Happy New Year HME crew. I’m looking forward to what 2022 has to offer, but before then, one final post on 2021.

I’ve started to form a bit of a theory: are personalised end of year wrap-ups a bit like dreams? Everyone finds their own fascinating and everyone else’s immensely boring…

Anyway… here are my most played tracks of the year courtesy of Spotify and Soundcloud.

Soundcloud here

Animal – LUMP

As the final track will tell you, LUMP is the product of Mike Lindsay and Laura Marling. Laura Marling hardly needs an introduction, as one of the leading folk artists over the last 15 years. Mike Lindsay is best known for his role in the folktronica band Tunng, but has an impressive list of producer credits spanning pop, rock and R&B. Their co-creation is LUMP, which they characterise as both a mythical creature and a creative mindset that the pair invoke to create music together.

So, Animal; the talent of Laura as a writer and vocalist is evident throughout the album. Her vocals have a unique, instantly recognisable quality that work just as well in this more electronic setting as her usual acoustic folk. Similarly, Mike’s production quality is high. The music for each track (with the possible exception of Phantom Limb) is interesting to the ear, but without being jarring. Pairing those qualities is a tough thing to do. Contributing to this, some of the album is written in a 7/4 time signature – it gives it a sense of urgency, but never feels forced. The third single from the album, also titled Animal, is where this combination comes together best. The final single, We Cannot Resist, is another pleasing pop track (although slightly marred by the use of a gimmicky vocoder).
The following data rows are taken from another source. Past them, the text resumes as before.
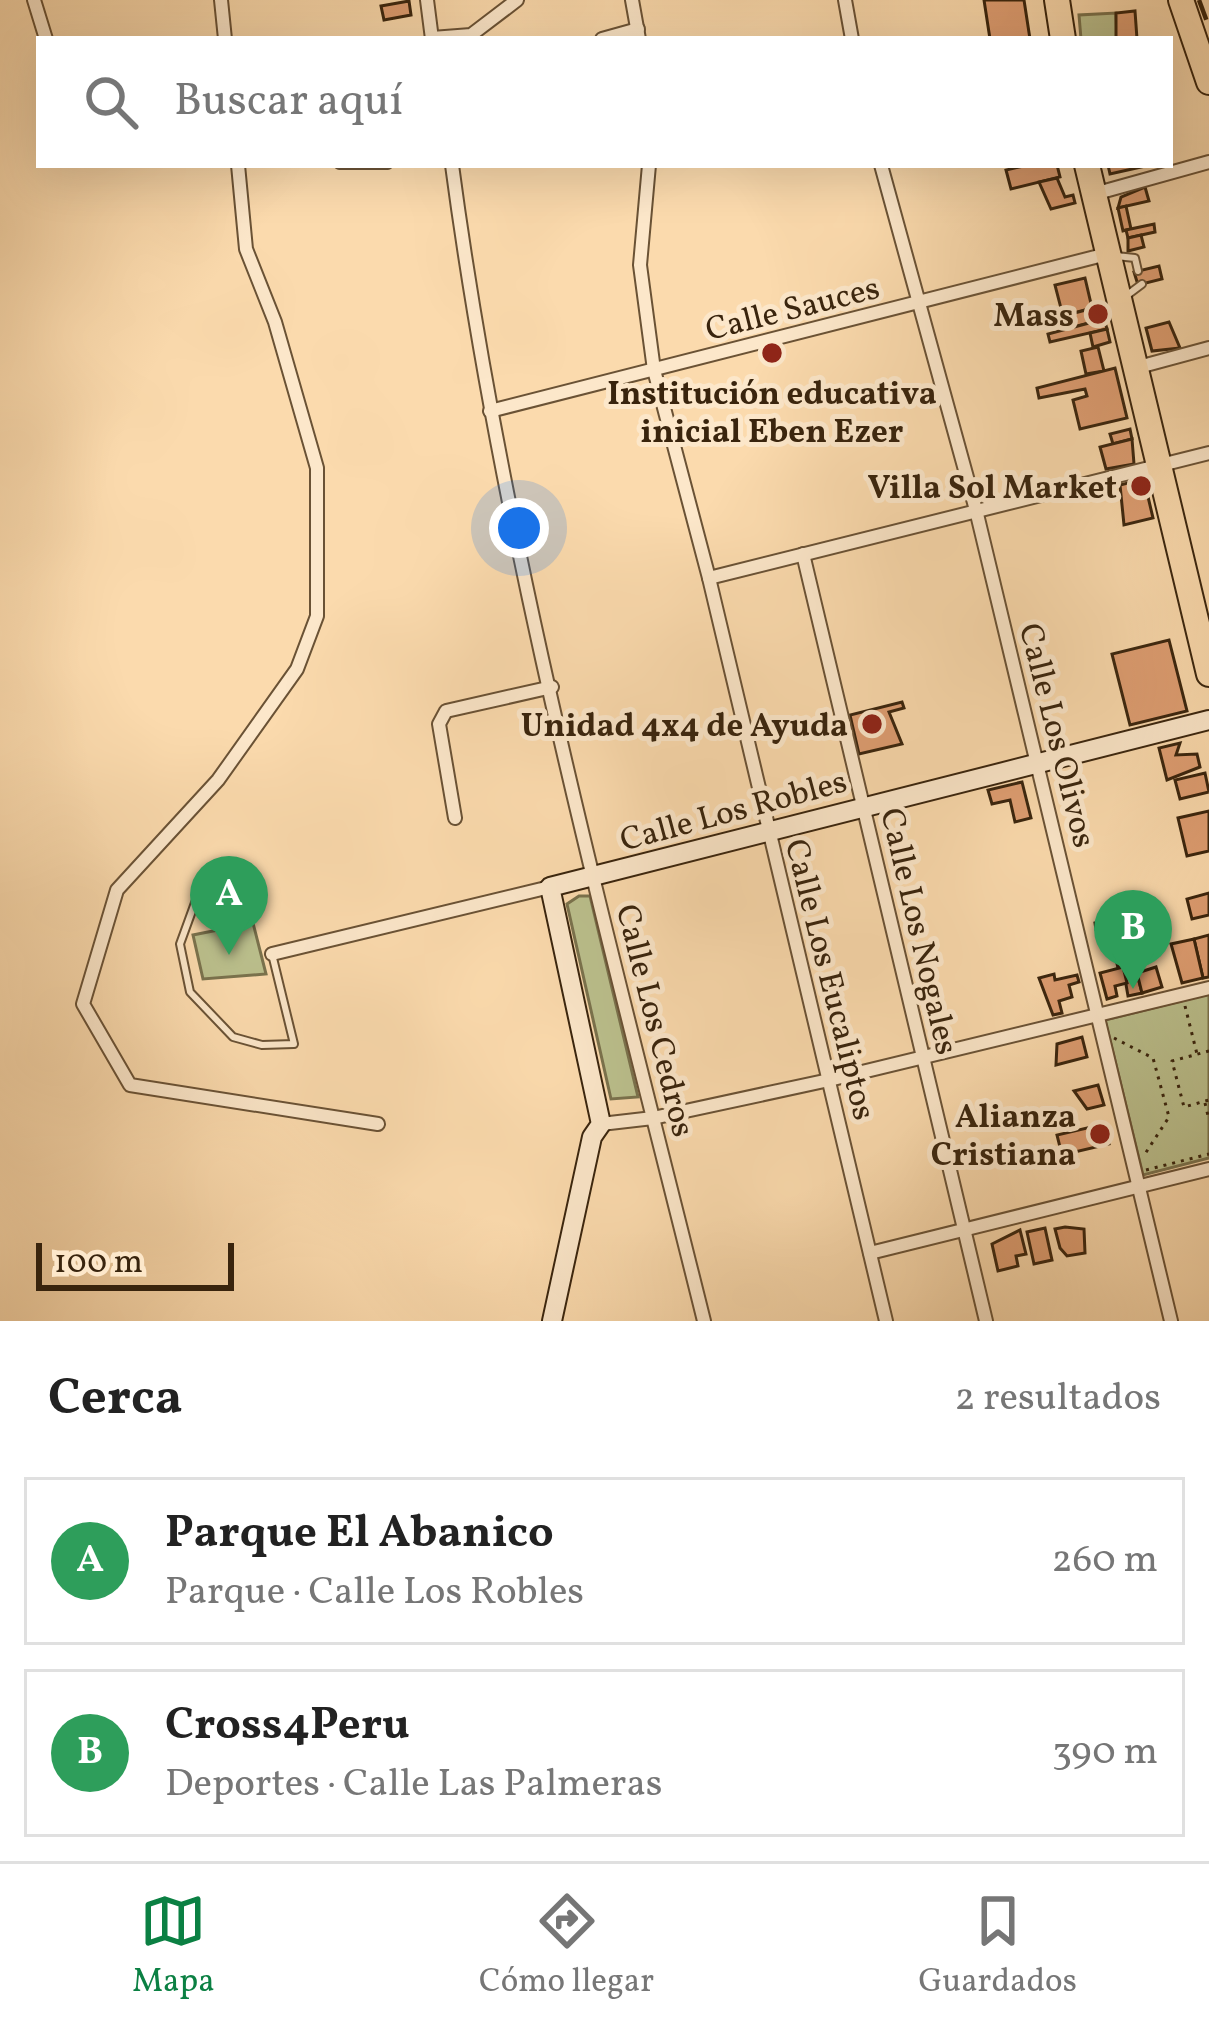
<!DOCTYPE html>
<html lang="es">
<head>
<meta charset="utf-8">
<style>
	:root { --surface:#fff; --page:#f6f6f6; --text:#222; --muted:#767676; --line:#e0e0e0; --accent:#0b8043 }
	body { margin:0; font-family:Vollkorn,serif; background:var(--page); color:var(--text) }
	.scale { position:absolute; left:36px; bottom:30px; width:198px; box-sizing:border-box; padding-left:12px; border:6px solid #39240d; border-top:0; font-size:33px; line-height:42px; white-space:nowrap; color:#39240d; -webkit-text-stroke:9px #fce7ca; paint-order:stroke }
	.you { position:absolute; left:519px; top:528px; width:42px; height:42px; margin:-30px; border:9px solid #fff; border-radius:50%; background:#1a73e8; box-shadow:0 0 0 18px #1a73e833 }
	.badge { display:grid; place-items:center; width:78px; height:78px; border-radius:50%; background:var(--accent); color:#fff; font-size:39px; font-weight:700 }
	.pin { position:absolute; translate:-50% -99px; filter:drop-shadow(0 3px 6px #0008) }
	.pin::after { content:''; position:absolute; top:63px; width:42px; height:36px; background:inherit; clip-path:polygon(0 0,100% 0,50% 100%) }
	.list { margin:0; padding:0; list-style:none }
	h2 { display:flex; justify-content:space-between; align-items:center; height:156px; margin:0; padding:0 48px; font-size:51px }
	h2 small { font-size:39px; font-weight:400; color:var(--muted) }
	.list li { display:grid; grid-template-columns:78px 1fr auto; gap:36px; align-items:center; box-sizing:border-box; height:168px; margin:0 24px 24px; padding:0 24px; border:3px solid var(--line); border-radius:0px }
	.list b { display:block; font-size:45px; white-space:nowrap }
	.list p { margin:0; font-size:39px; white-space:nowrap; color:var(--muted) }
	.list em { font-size:39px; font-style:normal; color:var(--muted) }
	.icon { flex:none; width:66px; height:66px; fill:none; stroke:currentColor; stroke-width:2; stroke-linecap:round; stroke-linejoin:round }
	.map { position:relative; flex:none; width:1209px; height:1321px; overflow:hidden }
	.search { position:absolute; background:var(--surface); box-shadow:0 12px 48px #0002; left:36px; right:36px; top:36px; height:132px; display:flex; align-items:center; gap:30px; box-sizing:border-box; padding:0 42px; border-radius:0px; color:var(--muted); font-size:45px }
	.sheet { height:540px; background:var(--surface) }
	nav { display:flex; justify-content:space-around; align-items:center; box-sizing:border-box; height:168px; border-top:3px solid var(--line); background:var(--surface); font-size:33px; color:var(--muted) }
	nav a { display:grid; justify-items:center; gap:6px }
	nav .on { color:var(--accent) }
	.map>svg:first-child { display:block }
	.green { fill:#bbc08d; stroke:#7a724d; stroke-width:3 }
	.building { fill:#df9e72; stroke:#39240d; stroke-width:3 }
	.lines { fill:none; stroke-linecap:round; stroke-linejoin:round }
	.lane-casing { stroke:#6a5235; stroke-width:10 }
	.street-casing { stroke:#6a5235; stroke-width:16 }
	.secondary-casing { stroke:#39240d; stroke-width:22 }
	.highway-casing { stroke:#39240d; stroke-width:28 }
	.path { stroke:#39240d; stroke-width:3; stroke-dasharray:3 6; stroke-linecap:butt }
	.lane { stroke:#fce7ca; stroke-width:6 }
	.street { stroke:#fce7ca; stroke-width:12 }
	.secondary { stroke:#fce7ca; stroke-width:18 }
	.highway { stroke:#fbdaad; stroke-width:24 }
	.rail { stroke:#39240d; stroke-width:4.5; stroke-dasharray:21 21; stroke-linecap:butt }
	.poi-dot { fill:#8f2418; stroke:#fce7ca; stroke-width:4.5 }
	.labels { text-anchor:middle; stroke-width:10; stroke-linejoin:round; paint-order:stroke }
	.street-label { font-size:33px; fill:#39240d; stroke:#fce7ca }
	.poi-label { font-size:33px; font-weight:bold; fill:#39240d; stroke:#fce7ca; text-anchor:end }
</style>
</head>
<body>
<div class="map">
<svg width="1209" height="1321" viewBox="0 0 1209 1321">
	<rect width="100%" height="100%" fill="#fbdaad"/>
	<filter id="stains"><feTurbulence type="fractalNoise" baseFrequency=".00167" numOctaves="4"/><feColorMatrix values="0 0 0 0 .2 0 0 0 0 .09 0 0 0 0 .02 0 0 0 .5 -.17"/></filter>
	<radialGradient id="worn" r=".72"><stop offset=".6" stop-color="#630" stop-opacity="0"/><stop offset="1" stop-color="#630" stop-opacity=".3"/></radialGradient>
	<!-- green -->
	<g class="green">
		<path d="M1116,13L1117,39H1081L1079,15Z"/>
		<path d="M579,896H590L638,1097L611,1099L567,904Z"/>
		<path d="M253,923L266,974L203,979L193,935Z"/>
		<path d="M1209,994V1158L1143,1175L1105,1020Z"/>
	</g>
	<!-- building -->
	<g class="building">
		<path d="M984,0H1024L1030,39H990Z"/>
		<path d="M409,1L411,15L384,20L381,6Z"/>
		<path d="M1135,11L1137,39H1116V13Z"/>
		<path d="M1028,165H1057L1060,177L1011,189L1006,170Z"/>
		<path d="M1108,165H1150L1110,174Z"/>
		<path d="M1057,178L1065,197L1073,195L1075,203L1051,209L1039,182Z"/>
		<path d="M1145,187L1149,201L1118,208L1121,197Z"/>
		<path d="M1126,206L1131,229L1123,231L1118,208Z"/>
		<path d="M1154,224L1155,232L1128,238L1126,230Z"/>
		<path d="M1141,235L1144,247L1128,251V238Z"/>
		<path d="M1159,266L1162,279L1138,285L1134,272Z"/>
		<path d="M1085,278L1092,308L1063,316L1055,285Z"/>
		<path d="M1101,306L1104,319L1066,329L1063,316Z"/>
		<path d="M1104,319L1107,329L1050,342L1048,334Z"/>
		<path d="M1169,322L1180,348L1152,351L1146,328Z"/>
		<path d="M1107,329L1110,342L1093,347L1090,333Z"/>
		<path d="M1098,347L1104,371L1086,374L1081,351Z"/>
		<path d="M1115,368L1127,418L1080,429L1073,400L1087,396L1085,389L1039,398L1037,388Z"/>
		<path d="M1130,429L1132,439L1113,444L1110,434Z"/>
		<path d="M1132,439L1134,464L1106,469L1100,447Z"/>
		<path d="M1139,480L1145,484L1153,518L1124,525L1120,485Z"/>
		<path d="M1169,640L1187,711L1130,725L1112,654Z"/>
		<path d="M902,702L904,708L889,712L902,744L859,754L850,715Z"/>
		<path d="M1180,743L1176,755L1197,754L1200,767L1167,780L1159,748Z"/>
		<path d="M1205,773L1209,792L1180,799L1175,780Z"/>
		<path d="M1022,782L1031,818L1015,822L1010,800L992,804L988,790Z"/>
		<path d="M1209,811V851L1187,856L1178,818Z"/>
		<path d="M1209,893V915L1192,919L1187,899Z"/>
		<path d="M1149,910L1153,925L1131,930L1134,940H1103L1096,930L1095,923Z"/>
		<path d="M1209,935V977L1203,978L1194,939Z"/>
		<path d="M1194,939L1203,978L1182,983L1171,944Z"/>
		<path d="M1132,954L1142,993L1128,996L1123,967L1118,968L1116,959Z"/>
		<path d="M1123,967L1127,983L1115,986L1117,996L1107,999L1100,973Z"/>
		<path d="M1156,967L1162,987L1142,993L1137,973Z"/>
		<path d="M1054,974L1055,980L1077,975L1079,982L1069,985L1072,997L1059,1001L1062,1013L1053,1015L1039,978Z"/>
		<path d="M1082,1037L1087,1057L1056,1065L1057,1044Z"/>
		<path d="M1098,1085L1104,1105L1087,1109L1074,1091Z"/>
		<path d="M1104,1124L1109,1144L1062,1155L1057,1135Z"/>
		<path d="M1065,1227L1084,1229L1085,1253L1067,1256L1060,1248L1055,1229Z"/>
		<path d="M1045,1228L1052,1260L1034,1264L1027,1232Z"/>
		<path d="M1020,1230L1026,1254L1016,1256L1018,1266L998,1271L992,1244Z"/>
	</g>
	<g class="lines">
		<!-- lane casing -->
		<g class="lane-casing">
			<g id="lane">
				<path d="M339,165H388"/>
				<path d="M1116,256L1135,258L1138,271"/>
				<path d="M1126,296L1142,284"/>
				<path d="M200,889L180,944L190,992L233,1037L262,1045L294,1044L272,954"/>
			</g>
		</g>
		<!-- street casing -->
		<g class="street-casing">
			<g id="street">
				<path d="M34,0L46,39"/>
				<path d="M221,0L225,39"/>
				<path d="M427,0L432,39"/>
				<path d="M632,0L639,39"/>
				<path d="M845,0L852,39"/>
				<path d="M432,38L471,35L517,0"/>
				<path d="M602,39L638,29"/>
				<path d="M238,165L246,249L275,322L317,468V616L297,669L218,780L117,890L83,1004L130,1085L378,1124"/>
				<path d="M452,165C504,555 609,939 704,1321"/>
				<path d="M649,165L640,265L654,370L709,578L886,1321"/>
				<path d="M881,165L976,510L1171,1321"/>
				<path d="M1094,194L1209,162"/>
				<path d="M1135,368L1209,348"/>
				<path d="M490,411L1107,254"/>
				<path d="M803,554L986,1321"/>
				<path d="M709,578L1209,453"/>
				<path d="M455,818L439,724L446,711L552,687"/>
				<path d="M272,954L550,887"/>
				<path d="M601,1124L653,1118L829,1080L1209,988"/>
				<path d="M870,1253L1209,1169"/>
			</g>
		</g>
		<!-- secondary casing -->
		<g class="secondary-casing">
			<path id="secondary" d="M552,1321L592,1137L601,1124L550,887L1209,720"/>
		</g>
		<!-- highway casing -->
		<g class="highway-casing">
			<g id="highway">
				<path d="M1057,0L1063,39"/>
				<path d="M1181,0L1209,82"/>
				<path d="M1087,165L1209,674"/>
			</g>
		</g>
		<!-- path -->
		<g class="path">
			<path d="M1185,1006L1197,1054"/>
			<path d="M1114,1038L1153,1058L1169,1117L1143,1157"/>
			<path d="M1209,1051L1172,1061L1184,1107L1209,1100"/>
			<path d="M1205,1103L1209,1120"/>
			<path d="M1146,1170L1209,1154"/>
		</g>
		<!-- lane -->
		<use href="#lane" class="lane"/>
		<!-- street -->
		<use href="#street" class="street"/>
		<!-- secondary -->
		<use href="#secondary" class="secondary"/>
		<!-- highway -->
		<use href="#highway" class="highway"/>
		<!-- rail -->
		<path class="rail" d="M1199,0L1209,27"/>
	</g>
	<!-- markers -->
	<g class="poi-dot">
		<circle cx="1098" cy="314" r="12"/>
		<circle cx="772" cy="353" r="12"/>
		<circle cx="1141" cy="486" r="12"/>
		<circle cx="872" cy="724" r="12"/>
		<circle cx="1100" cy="1134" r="12"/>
	</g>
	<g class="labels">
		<!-- street labels -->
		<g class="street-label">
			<text transform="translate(792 307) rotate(-14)" y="12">Calle Sauces</text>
			<text transform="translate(1059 735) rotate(76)" y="12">Calle Los Olivos</text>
			<text transform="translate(733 809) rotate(-15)" y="12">Calle Los Robles</text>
			<text transform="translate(921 931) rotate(77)" y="12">Calle Los Nogales</text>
			<text transform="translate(832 979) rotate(76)" y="12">Calle Los Eucaliptos</text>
			<text transform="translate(657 1020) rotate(76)" y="12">Calle Los Cedros</text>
		</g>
		<!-- poi labels -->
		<g class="poi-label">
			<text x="1074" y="326">Mass</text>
			<text x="772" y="404" text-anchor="middle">Institución educativa<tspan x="772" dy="38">inicial Eben Ezer</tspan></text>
			<text x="1117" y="498">Villa Sol Market</text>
			<text x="848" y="736">Unidad 4x4 de Ayuda</text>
			<text x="1076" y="1127">Alianza<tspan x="1076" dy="38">Cristiana</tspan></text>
		</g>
	</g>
	<rect width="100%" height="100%" filter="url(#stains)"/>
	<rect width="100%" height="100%" fill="url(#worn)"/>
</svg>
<div class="scale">100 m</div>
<div class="you"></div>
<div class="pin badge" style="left:229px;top:955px;background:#2e9e5b">A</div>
<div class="pin badge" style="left:1133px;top:989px;background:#2e9e5b">B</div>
<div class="search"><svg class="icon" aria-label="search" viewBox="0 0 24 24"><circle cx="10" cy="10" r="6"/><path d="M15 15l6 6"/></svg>Buscar aquí</div>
</div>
<section class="sheet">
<h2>Cerca<small>2 resultados</small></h2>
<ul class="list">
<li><span class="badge" style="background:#2e9e5b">A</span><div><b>Parque El Abanico</b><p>Parque · Calle Los Robles</p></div><em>260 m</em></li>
<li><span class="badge" style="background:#2e9e5b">B</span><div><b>Cross4Peru</b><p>Deportes · Calle Las Palmeras</p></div><em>390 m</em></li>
</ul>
</section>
<nav>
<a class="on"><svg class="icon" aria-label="map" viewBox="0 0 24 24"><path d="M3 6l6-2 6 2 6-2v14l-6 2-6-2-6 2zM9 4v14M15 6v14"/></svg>Mapa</a>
<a><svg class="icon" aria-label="directions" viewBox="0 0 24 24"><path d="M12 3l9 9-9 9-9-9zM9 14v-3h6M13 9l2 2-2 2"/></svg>Cómo llegar</a>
<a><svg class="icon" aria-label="saved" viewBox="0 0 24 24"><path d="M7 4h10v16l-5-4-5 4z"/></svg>Guardados</a>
</nav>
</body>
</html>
There is a lot to really like about the the album, which leaves me questioning why I like it but don’t love it. I think the answer lies in my favourite track on the album, Oberon. It is 2 minutes of beautiful, heartbreaking songwriting. The tenderness of the music and the lyrics feel perfectly in sync. This level of synchronicity feels within reach throughout the whole album, but the energies of singer and producer never align as well as they do there. This is illustrated by the final track Phantom Limb which immediately follows and seems to have been written in an intentionally discordant way. Maybe I just don’t get it, but it doesn’t land for me. That said, overall Animal is a really intriguing listen with a good number of really high quality tracks.

As a sidenote, I had the pleasure of listening to the Premiere of Animal at a Pitchblack Playback event – a blindfolded immersive album-listening experience – I highly recommend checking out their events if you are London or Auckland-based and see an event that piques your interest.